Grant to allow Georgia O'Keeffe's home to host children's tours

Grant to allow Georgia O’Keeffe’s home to host children’s tours

“Abiquiú Exterior and Garden, 2019.” Krysta Jabczenski. (Courtesy of the Georgia O’Keeffe Museum)

bright spotThanks to an $18,000 grant from the National Trust for Historic Preservation, Georgia O’Keeffe’s Abiquiú home will be open for field trips for students from kindergarten through fifth grade.

The newly-created Dorothy C. Radgowski Learning Through Women’s Achievement in the Arts Grant will fund learning experiences involving science, technology, engineering, art and math.

“This project will use an innovative approach to reexamine this well-known and iconic female artist through the broader lens of sensory challenges, as O’Keeffe suffered from sight loss in her later years,” said Valerie Balint, director of Historic Artists Homes and Studio for the National Trust for Historic Preservation.
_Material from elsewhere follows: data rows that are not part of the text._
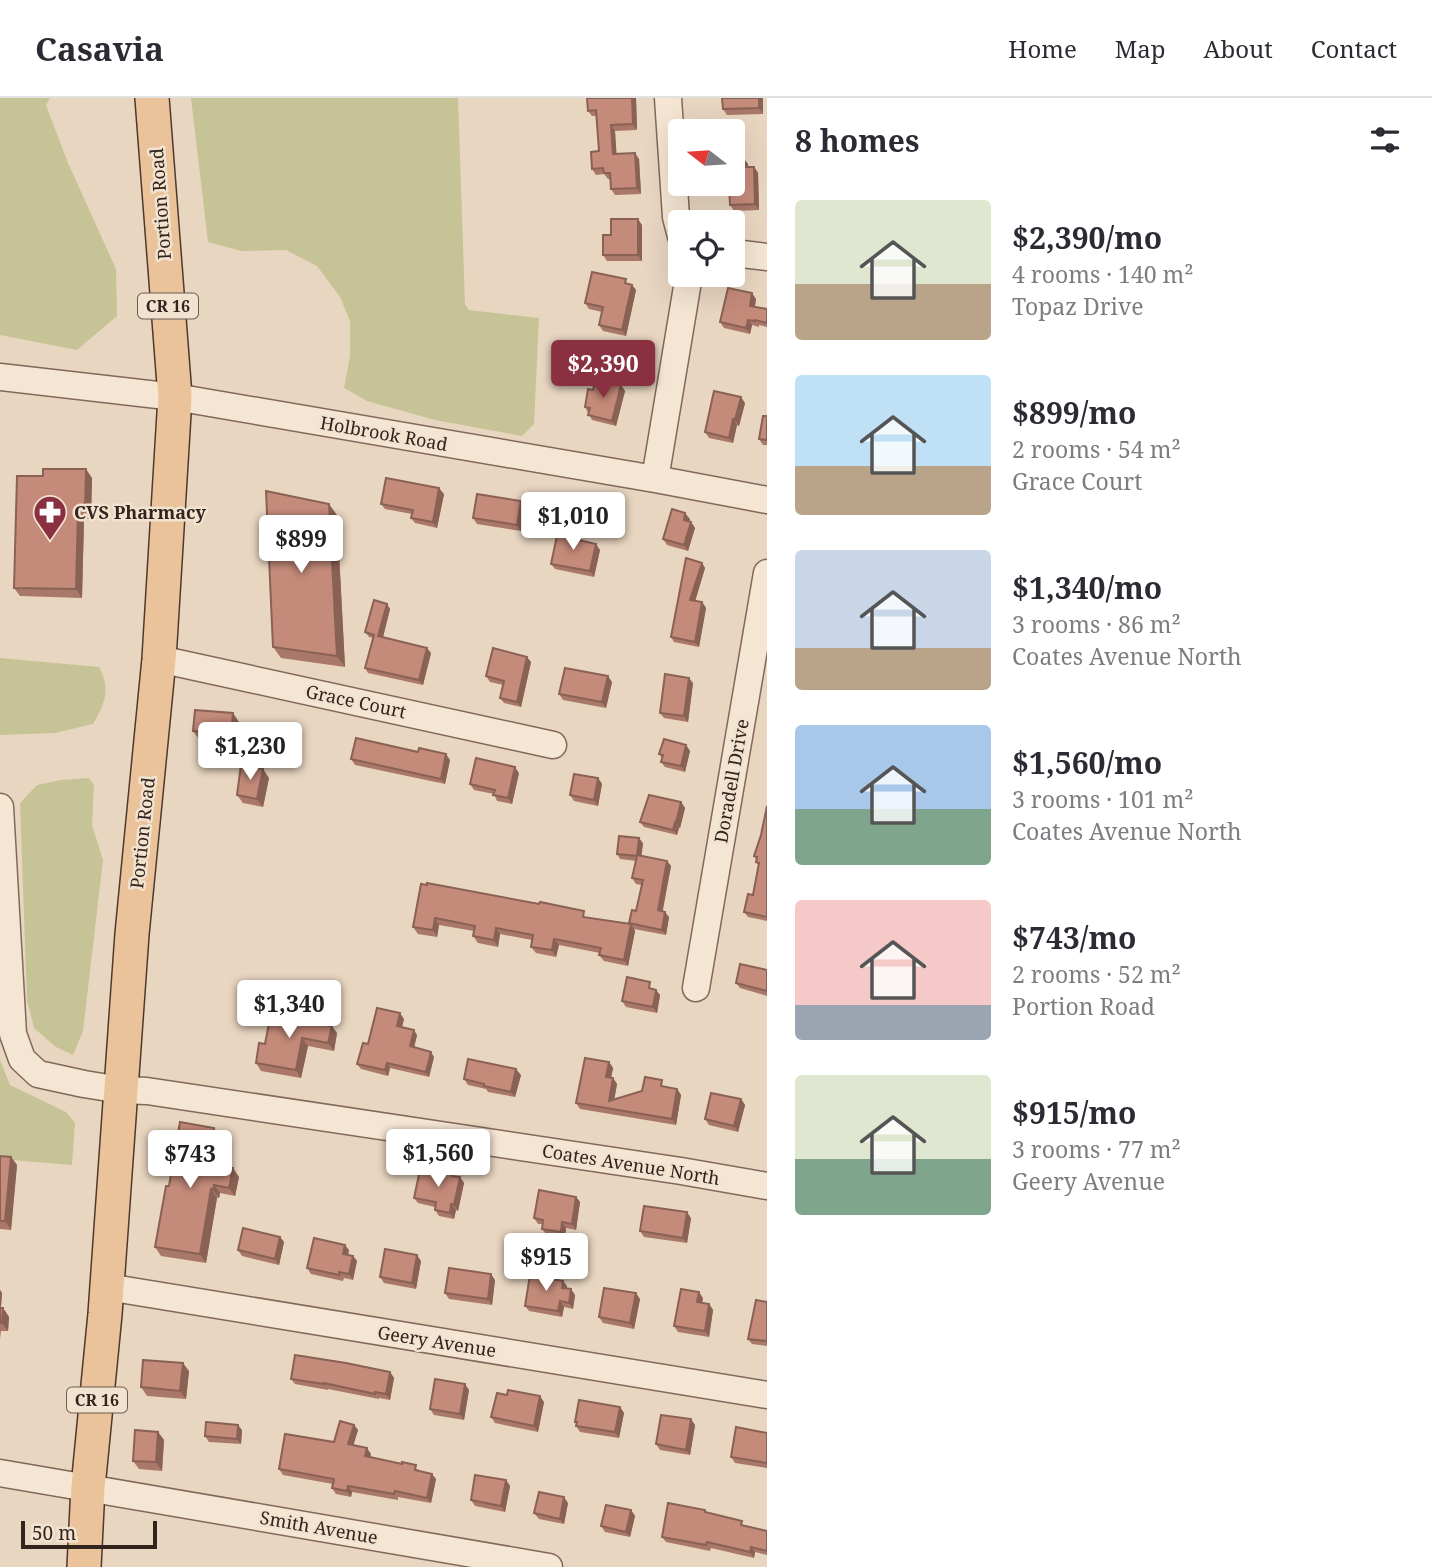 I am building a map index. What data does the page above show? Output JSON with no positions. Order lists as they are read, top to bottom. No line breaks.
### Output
{"streets":{"main road":["Portion Road","CR 16"],"street":["Holbrook Road","Grace Court","Doradell Drive","Coates Avenue North","Geery Avenue","Smith Avenue"]},"crossings":[["Portion Road","Holbrook Road"],["Portion Road","Grace Court"],["Portion Road","Coates Avenue North"],["Portion Road","Geery Avenue"],["Portion Road","Smith Avenue"]],"places":{"pharmacy":["CVS Pharmacy"]},"scale_bar":"50 m","north":"left","page":{"header":"Casavia","nav":["Home","Map","About","Contact"],"heading":"8 homes","list":[{"name":"$2,390/mo","note":"4 rooms · 140 m² · Topaz Drive"},{"name":"$899/mo","note":"2 rooms · 54 m² · Grace Court"},{"name":"$1,340/mo","note":"3 rooms · 86 m² · Coates Avenue North"},{"name":"$1,560/mo","note":"3 rooms · 101 m² · Coates Avenue North"},{"name":"$743/mo","note":"2 rooms · 52 m² · Portion Road"},{"name":"$915/mo","note":"3 rooms · 77 m² · Geery Avenue"}],"price":["$2,390","$1,010","$899","$1,230","$1,340","$1,560","$743","$915"],"scale":"50 m"}} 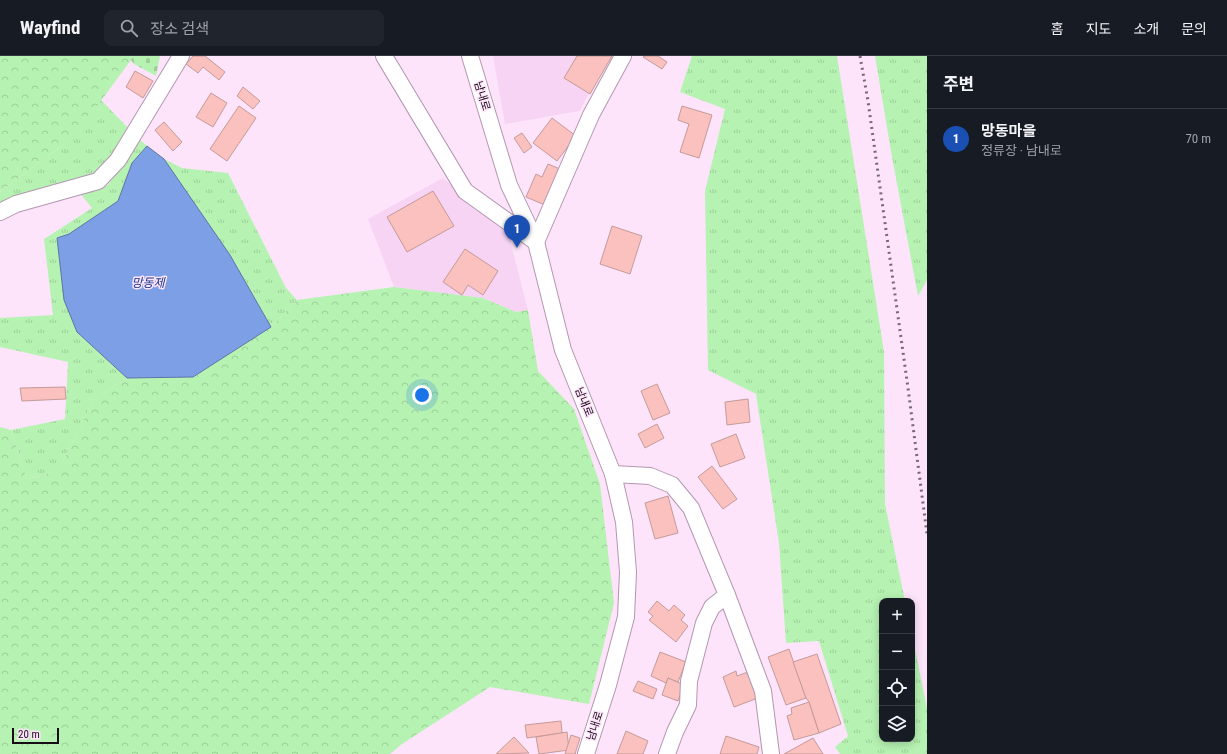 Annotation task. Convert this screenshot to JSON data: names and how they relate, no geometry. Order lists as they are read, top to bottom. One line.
{"streets":{"street":["남내로"]},"water":["망동제"],"scale_bar":"20 m","page":{"header":"Wayfind","search":"장소 검색","nav":["홈","지도","소개","문의"],"heading":"주변","list":[{"mark":"1","name":"망동마을","note":"정류장 · 남내로","value":"70 m"}],"pins":"1","map_buttons":["+","−"],"scale":"20 m"}} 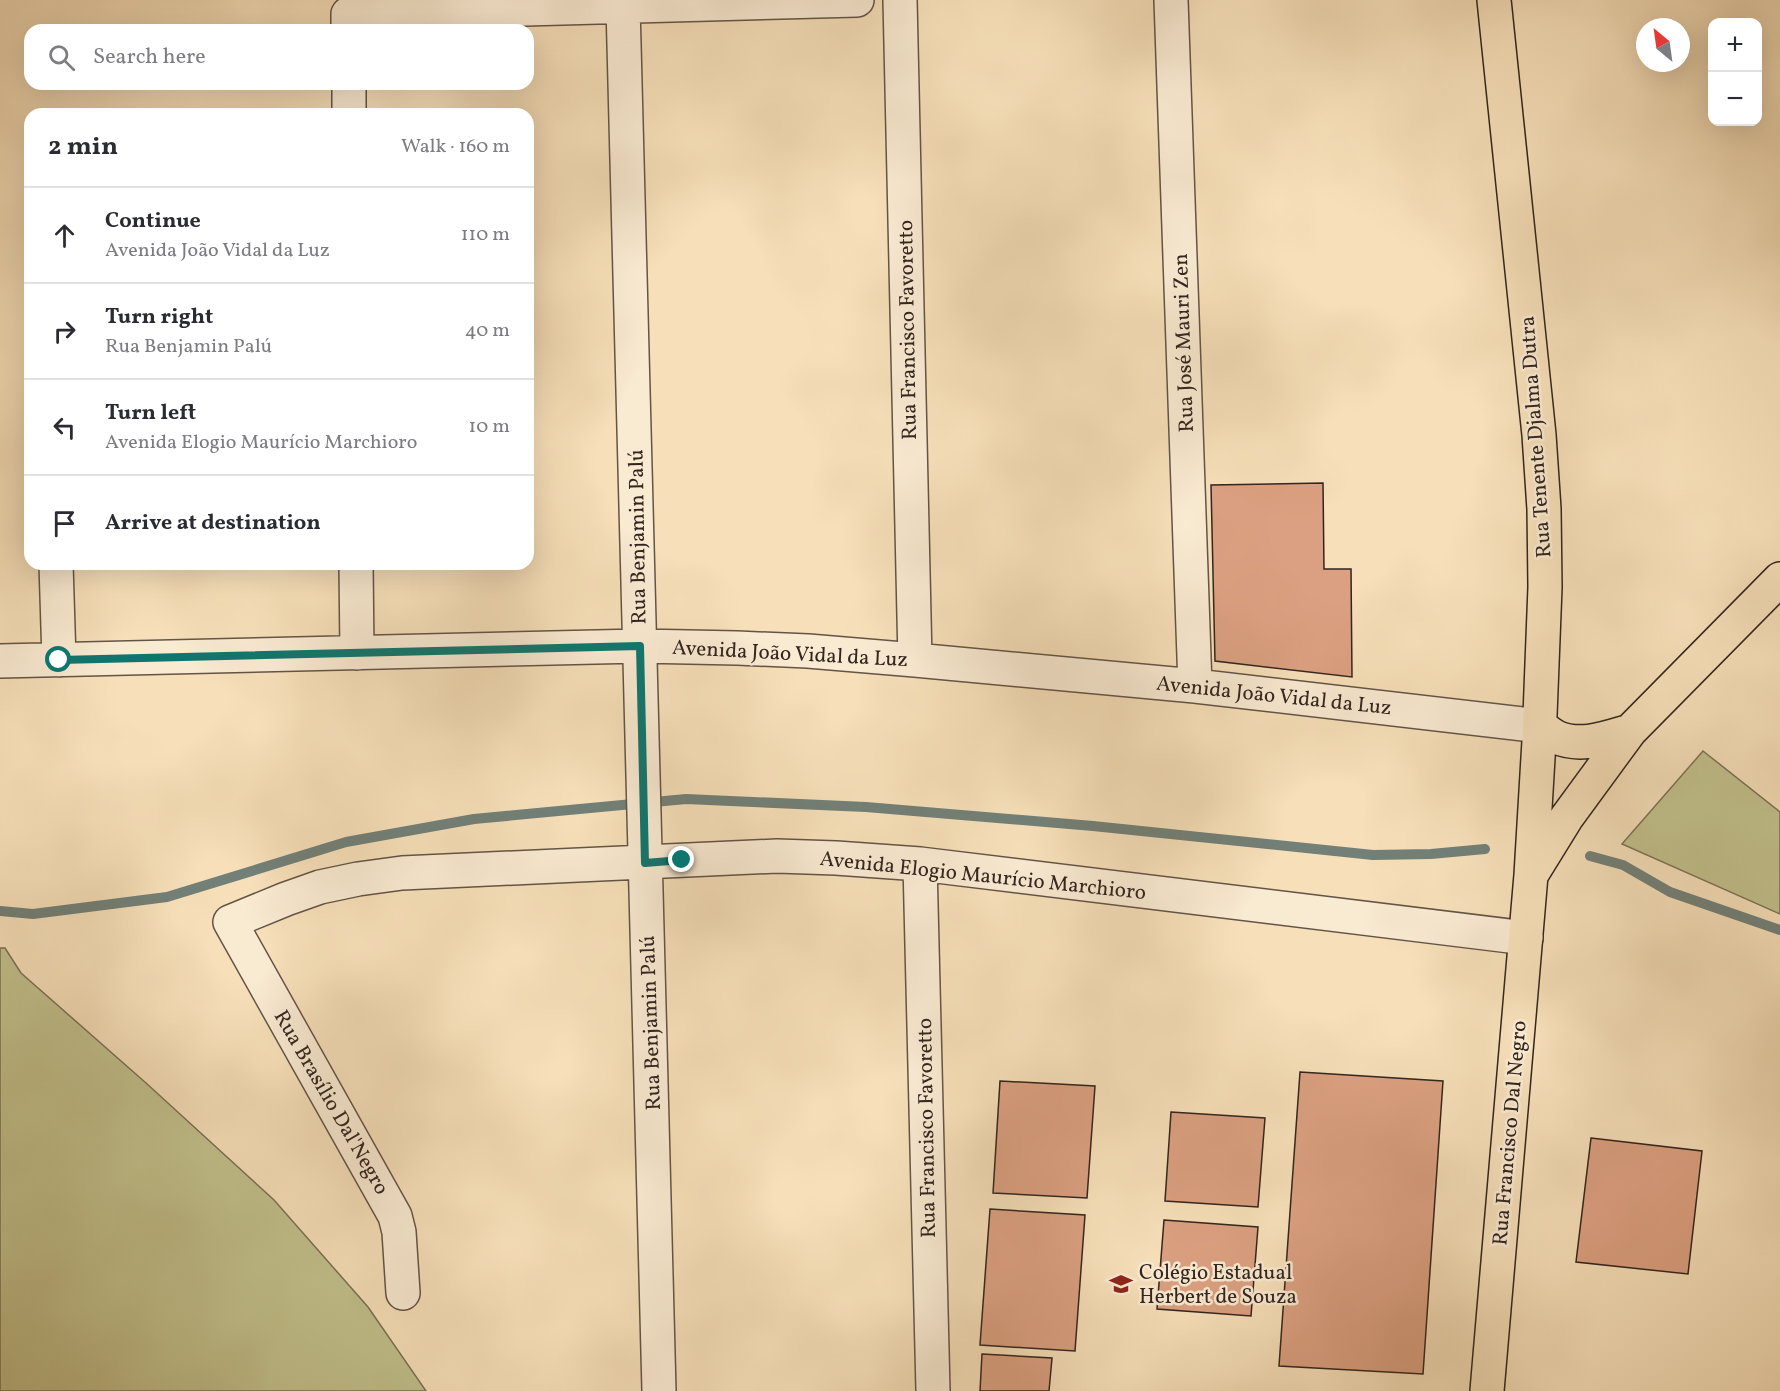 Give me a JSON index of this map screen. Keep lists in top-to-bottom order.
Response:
{
  "streets": {
    "main road": ["Rua Tenente Djalma Dutra", "Rua Francisco Dal Negro"],
    "street": [
      "Rua Francisco Favoretto",
      "Rua José Mauri Zen",
      "Rua Benjamin Palú",
      "Avenida João Vidal da Luz",
      "Avenida Elogio Maurício Marchioro",
      "Rua Brasílio Dal'Negro"
    ]
  },
  "crossings": [
    ["Rua Francisco Favoretto", "Avenida João Vidal da Luz"],
    ["Rua Francisco Favoretto", "Avenida Elogio Maurício Marchioro"],
    ["Rua José Mauri Zen", "Avenida João Vidal da Luz"],
    ["Rua Tenente Djalma Dutra", "Avenida João Vidal da Luz"],
    ["Rua Tenente Djalma Dutra", "Rua Francisco Dal Negro"],
    ["Rua Benjamin Palú", "Avenida João Vidal da Luz"],
    ["Rua Benjamin Palú", "Avenida Elogio Maurício Marchioro"],
    ["Avenida Elogio Maurício Marchioro", "Rua Brasílio Dal'Negro"],
    ["Avenida Elogio Maurício Marchioro", "Rua Francisco Dal Negro"]
  ],
  "places": {
    "school or university": ["Colégio Estadual Herbert de Souza"]
  },
  "north": "top left",
  "page": {
    "map_buttons": ["+", "−"],
    "search": "Search here",
    "heading": ["2 min", "Walk · 160 m"],
    "list": [
      ["Continue", "Avenida João Vidal da Luz", "110 m"],
      ["Turn right", "Rua Benjamin Palú", "40 m"],
      ["Turn left", "Avenida Elogio Maurício Marchioro", "10 m"],
      "Arrive at destination"
    ]
  }
} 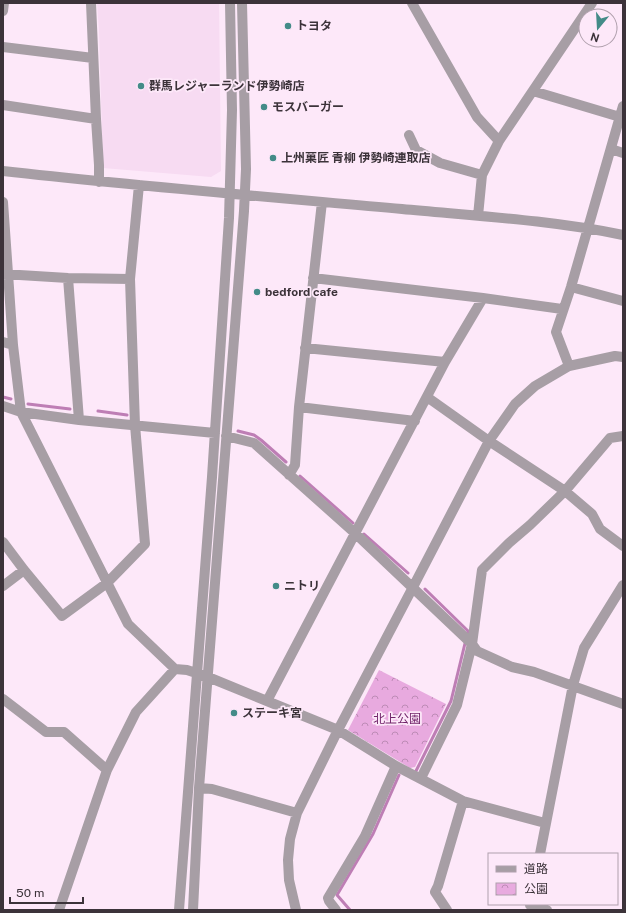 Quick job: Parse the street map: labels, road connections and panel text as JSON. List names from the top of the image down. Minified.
{"parks":["北上公園"],"places":["トヨタ","群馬レジャーランド伊勢崎店","モスバーガー","上州菓匠 青柳 伊勢崎連取店","bedford cafe","ニトリ","ステーキ宮"],"legend":["道路","公園"],"scale_bar":"50 m","north":"bottom"} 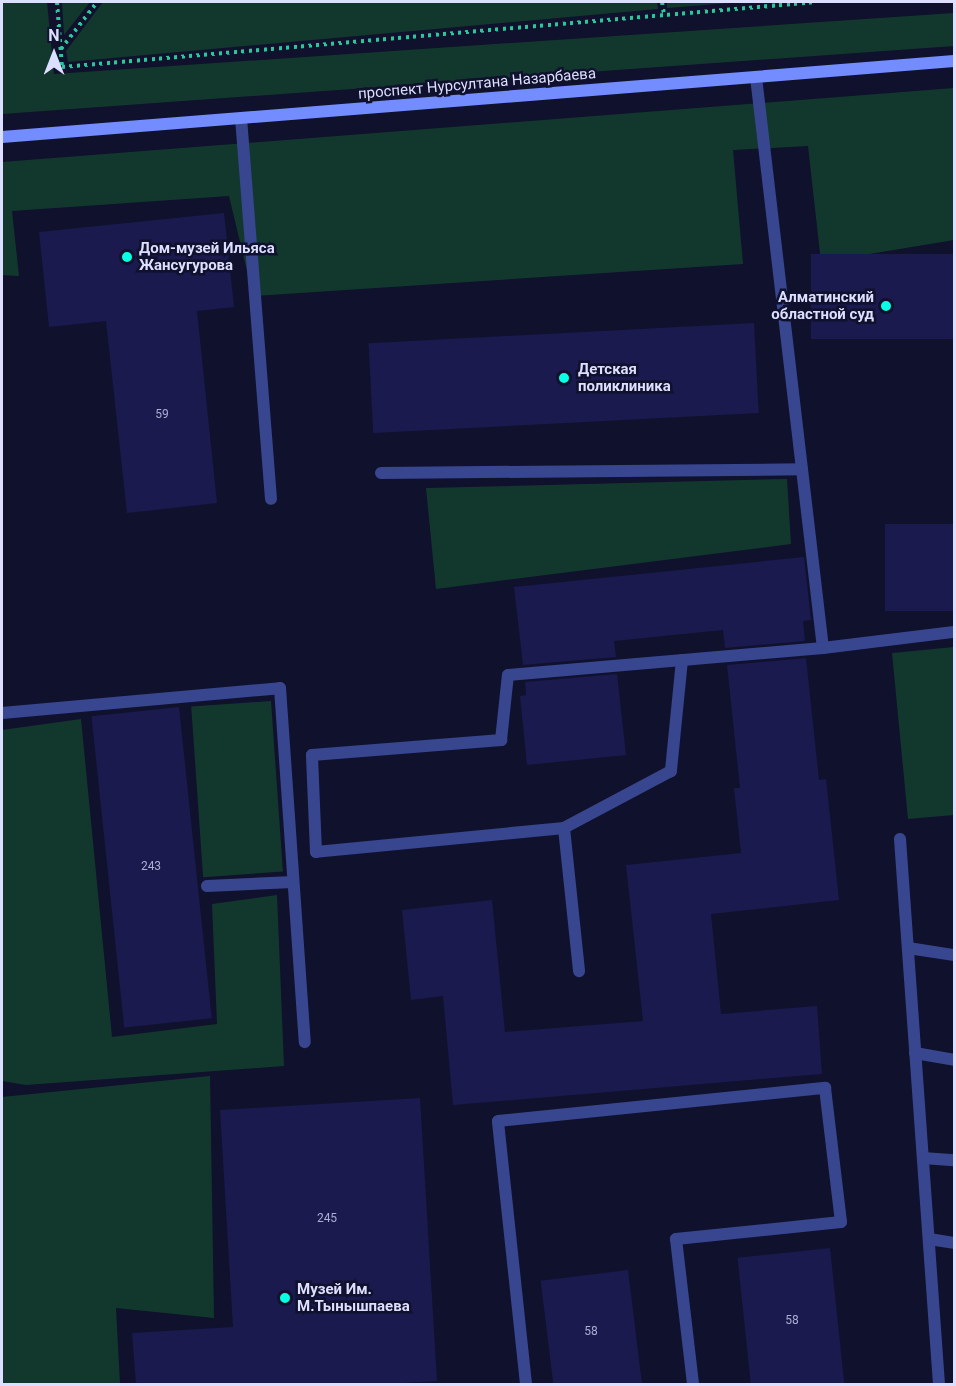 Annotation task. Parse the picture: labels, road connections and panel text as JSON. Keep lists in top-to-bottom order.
{
  "streets": {
    "main road": ["проспект Нурсултана Назарбаева"]
  },
  "places": [
    "Дом-музей Ильяса Жансугурова",
    "Алматинский областной суд",
    "Детская поликлиника",
    "Музей Им. М.Тынышпаева"
  ],
  "house_numbers": [
    "59",
    "243",
    "245",
    "58",
    "58"
  ],
  "north": "top"
}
“We knew the project would not only pave the way for new engagement with young audiences, but would also open up O’Keeffe’s larger life story, one centered in the power of place that is so evident in this preserved artist’s site.”

While the home, now owned by the Georgia O’Keeffe Museum, already offers adult tours of the space and its gardens, a youth tour would be specifically geared to that age group, said O’Keeffe curator of historic properties Giustina Renzoni.

“Abiquiú Exterior and Garden, 2019.” Krysta Jabczenski. (Courtesy of the Georgia O’Keeffe Museum)

As students walk into the garden, they can learn about plant life and horticulture. An engineering component might include the construction of the adobe house.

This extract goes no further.